Gençlik başkaldırıyor
Tahkikat Komisyonu’na olağanüstü yetkiler veren yasanın kabul edilmesi, bardağı taşıran damla olmuştu. 28 Nisan 1960’ta sabahtan itibaren İstanbul Üniversitesi Hukuk Fakültesi’nde gençler hareket halindeydiler. “Hukukun çiğnendiği bir ülkede hukuk okunamaz” diyorlardı. Üniversite bahçesinde Atatürk heykeli önünde her fakülteden gençler toplanmıştı. Bir bildiri okuyup dağılacaklardı. Polis aşırı güç kullandı. Tüm öğrencileri Beyazıt Meydanı’na püskürttü, Üniversite Rektörü polisler tarafından yerlerde sürüklendi, sonunda Malatyalı 22 yaşındaki Turan Emeksiz polis kurşunuyla öldürüldü. Birçok genç yaralandı. Olaylar bir gün sonra, 29 Nisan 1960’ta Ankara Siyasal Bilgiler Fakültesi’ne sıçradı.

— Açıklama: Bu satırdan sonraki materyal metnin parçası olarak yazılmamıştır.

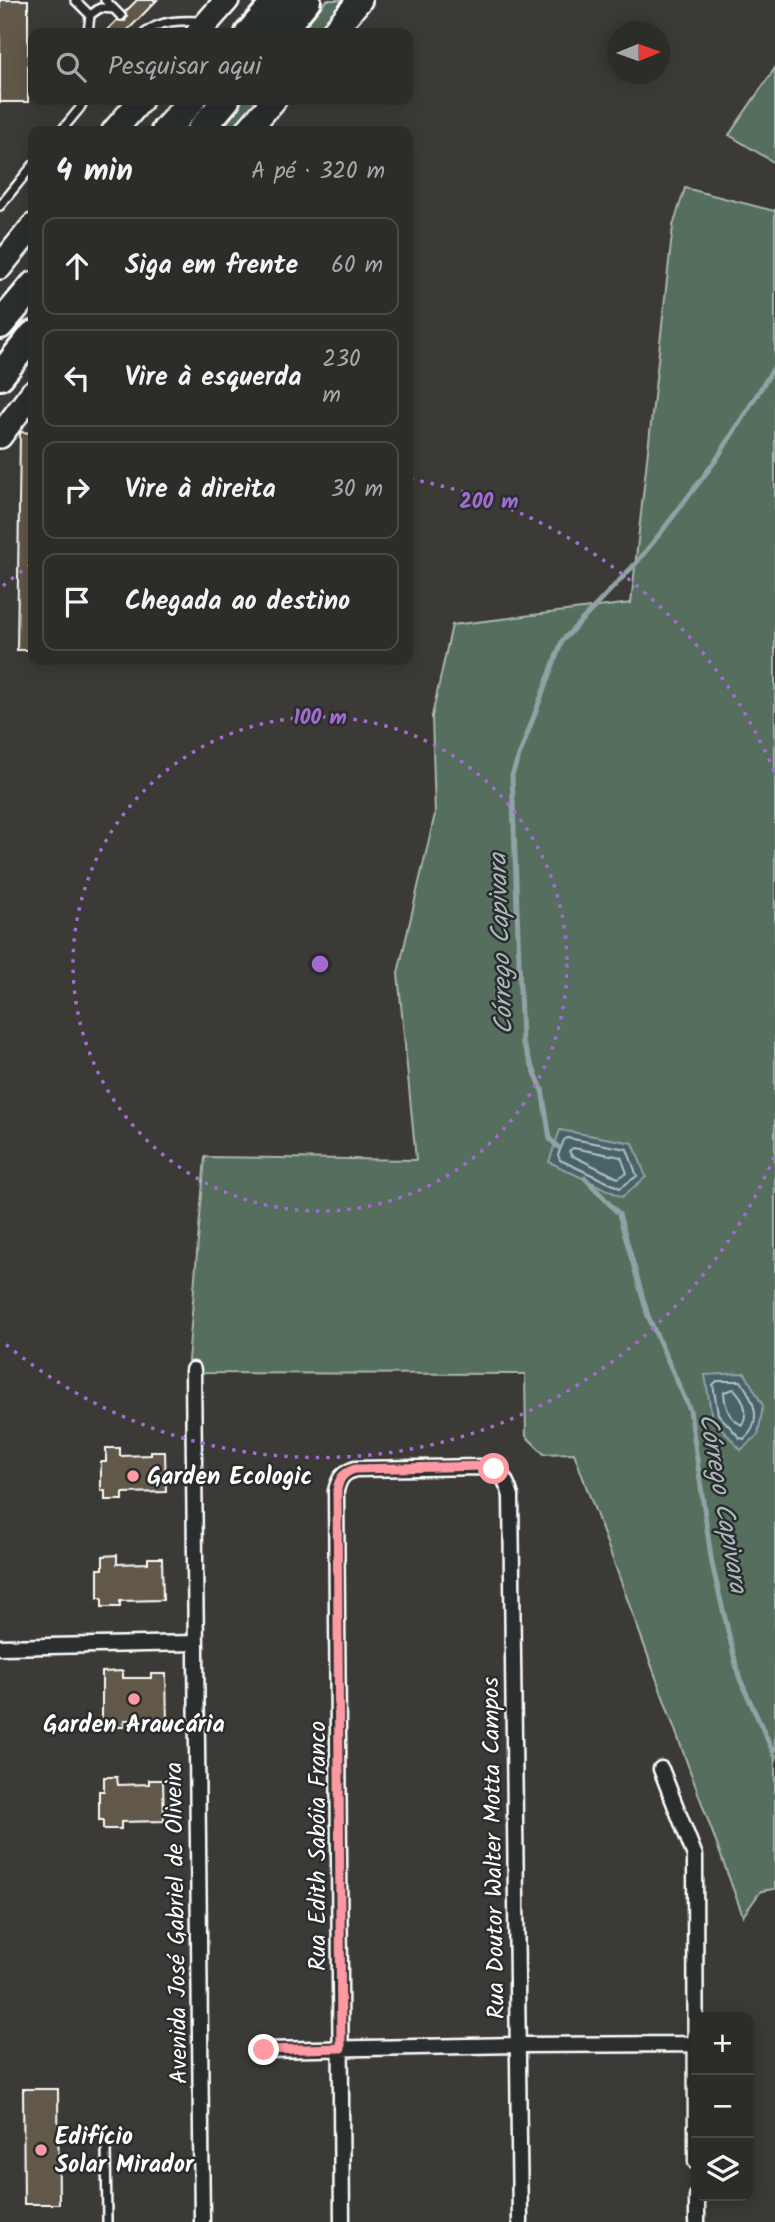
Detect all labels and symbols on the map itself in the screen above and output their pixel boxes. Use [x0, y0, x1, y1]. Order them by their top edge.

Muhalefet partileri, üniversite gençliği, aydınlar, basın ve ordunun geniş bir cephe oluşturmasıyla, 27 Mayıs 1960’ta DP iktidarı yıkıldı. 27 Mayıs; oluşumu açısından, geniş kitleler tarafından desteklenmesi, emir-komuta zincirinin dışında gelişmesi, iktidarı alır almaz demokratik bir anayasa yaparak genel seçimlere gideceğini ilan etmesi açısından çok değişik niteliklere sahiptir. 27 Mayıs, 12 Mart ve 12 Eylül aynı kefeye konulup değerlendirilemez. 12 Mart muhafazakâr, tutucudur. 12 Eylül karşıdevrimcidir. 27 Mayıs aydınlanmacı, ilericidir. 27 Mayıs’ın en büyük ürünü hukuk devleti ilkelerine bağlı, ilerici bir Anayasa yaratmasıdır. Başlı başına bu Anayasa büyük bir devrimdir. 27 Mayıs 1960, gerçek bir toplumsal değişimi ve dönüşümü simgeleyen bir devrim niteliğindedir.
1961 Anayasası
1961 Anayasası, kıvançta ve tasada birlik; esin kaynağı milli mücadele ruhu olan Türk milliyetçiliği, yurtta barış dünyada barış ilkesine dayanan barışcılık ilkesi, her alanda çağdaş uygarlık düzeyine erişme ve onu aşma hedefini amaçlayan Atatürk Devrimciliği kavramlarını ön plana çıkardı. Türkiye Cumhuriyeti’nin, insan haklarına dayanan, milli, demokratik, laik ve sosyal bir hukuk devleti olduğunu tartışmasız kurallaştırdı.
27 Mayıs 1960 Devrimi ve onun yarattığı 1961 Anayasası, Türk toplumunun 200 yıllık uygarlaşma hareketinin, çağdaşlaşma ve demokratikleşme mücadelesinin doruklara ulaşmasıdır.